Some are a group donation and have a subject the group identifies with: the Young Ladies Sodality dedicate a marian window (Assumption) to their mothers; the school children of 1940 remember their teachers with a window of children coming to Jesus.
Some have the patron saint of a donor or donor's relative as subject: the sons of John and Frances Perko dedicate a window of their mother's patronal saint in honor of their parents; the children of Anton and Gertrude Strainer remember their parents with a window of the Holy Family.
And, certainly, some have a personal and emotional resonance for the donor's dedication. Jesus told many parables. Some are well known beyond christian devotion. Of course, some are better known than others. Some people may only be able to think of one or two. The one about the prodigal son (and the forgiving father) is probably the first or second that would come to mind. Fr. Henri Nouwen †1996, was so enthralled with one depiction, that he wrote a book, The Return of the Prodigal Son, about Rembrandt's painting, and it is often used in christian book studies. There are churches in the local diocese (St. Mel [on the confessional], St.Ignatius of Antioch) that have a reproduction of that Rembrandt. Another version with a young child, being embraced by his loving father, is on a window at Saint Lawrence. The father looks, very much, like a portrait of Jesus. A wondrous and beautiful thing about illustrated stain glass windows is, that, they need no script to tell you a story, and sometimes a very, important story.

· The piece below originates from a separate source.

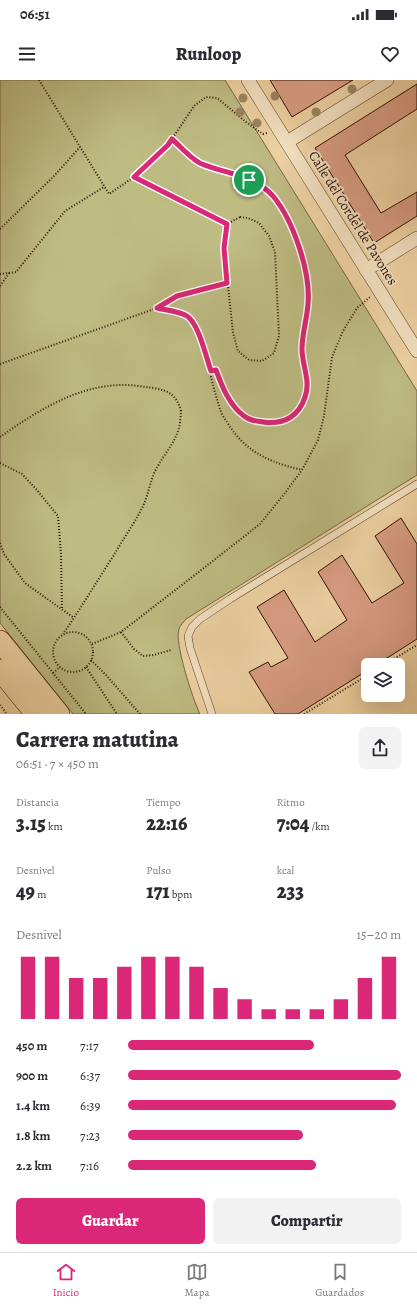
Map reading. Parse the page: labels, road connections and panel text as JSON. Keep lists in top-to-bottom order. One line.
{"streets":{"street":["Calle del Cordel de Pavones"]},"page":{"status":"06:51","header":"Runloop","heading":["Carrera matutina","06:51 · 7 × 450 m"],"stats":[["Distancia","3.15 km"],["Tiempo","22:16"],["Ritmo","7:04 /km"],["Desnivel","49 m"],["Pulso","171 bpm"],["kcal","233"]],"chart":["Desnivel","15–20 m"],"list":[{"name":"450 m","note":"7:17"},{"name":"900 m","note":"6:37"},{"name":"1.4 km","note":"6:39"},{"name":"1.8 km","note":"7:23"},{"name":"2.2 km","note":"7:16"}],"buttons":["Guardar","Compartir"],"tabs":["Inicio","Mapa","Guardados"]}}
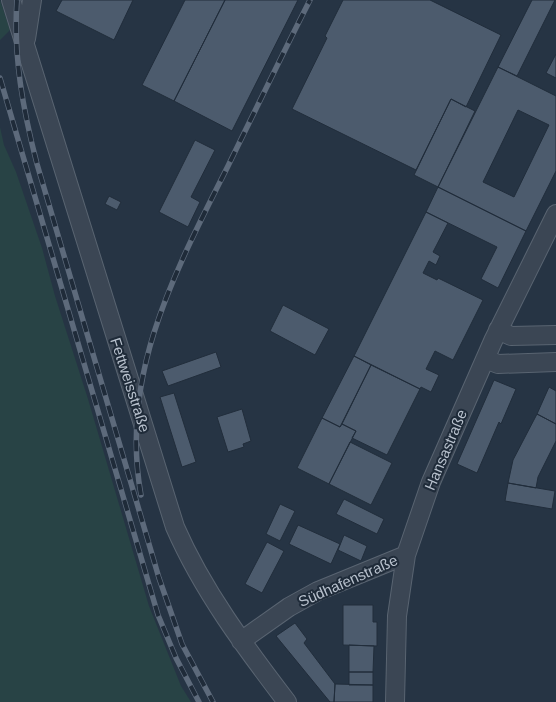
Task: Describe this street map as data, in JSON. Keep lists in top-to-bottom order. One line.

The top portion of the window has a rondel of five loaves of bread. This is of a different christian theme. Five loaves of bread were multiplied by Jesus to feed all. This is a precursor of the Eucharist. Again, no script needed.
The script shows on the bottom. It is not illustrating or decorating, but it is telling something. The donor's block reads in translation: In remembrance of John and Tereza Ferfolia erected by their children. Now, canon law repeatedly uses the phrase, "the intention of the founders and donors as well as acquired rights must be respected."[Can. 121, 122, 123]. If one were a constitutionalist, and in this country, and in the last decade at least, they have not prevailed. It is quite clear, that, families such as mentioned above, would have something to say about the disposition of that window. They are not the only such donors whose consent would be necessary over items and property.
The current ordinary of Cleveland (Richard Lennon) acts as if he were not bound by such canon law restrictions. He also sees himself as a self trained canonist. He is an autocrat, or as Dick "Darth" Cheney would say the 'unitary executive'. This is also the american response in the business world. The hatred of regulation. The hatred of negotiating with labor or the masses. The calls for 'necessary flexibility' that merely mask heavy handed, and capricious use of unrestricted power.
As a leader he, Lennon, acts as a corporate tyrant, an unrestrained 'free-market entrepreneur', an unbound capitalist; a combination plutocrat and autocrat―unaccountable to any man. This may be american business practice, and the Republican party's manner of governance but it is neither catholic, nor Christ-like.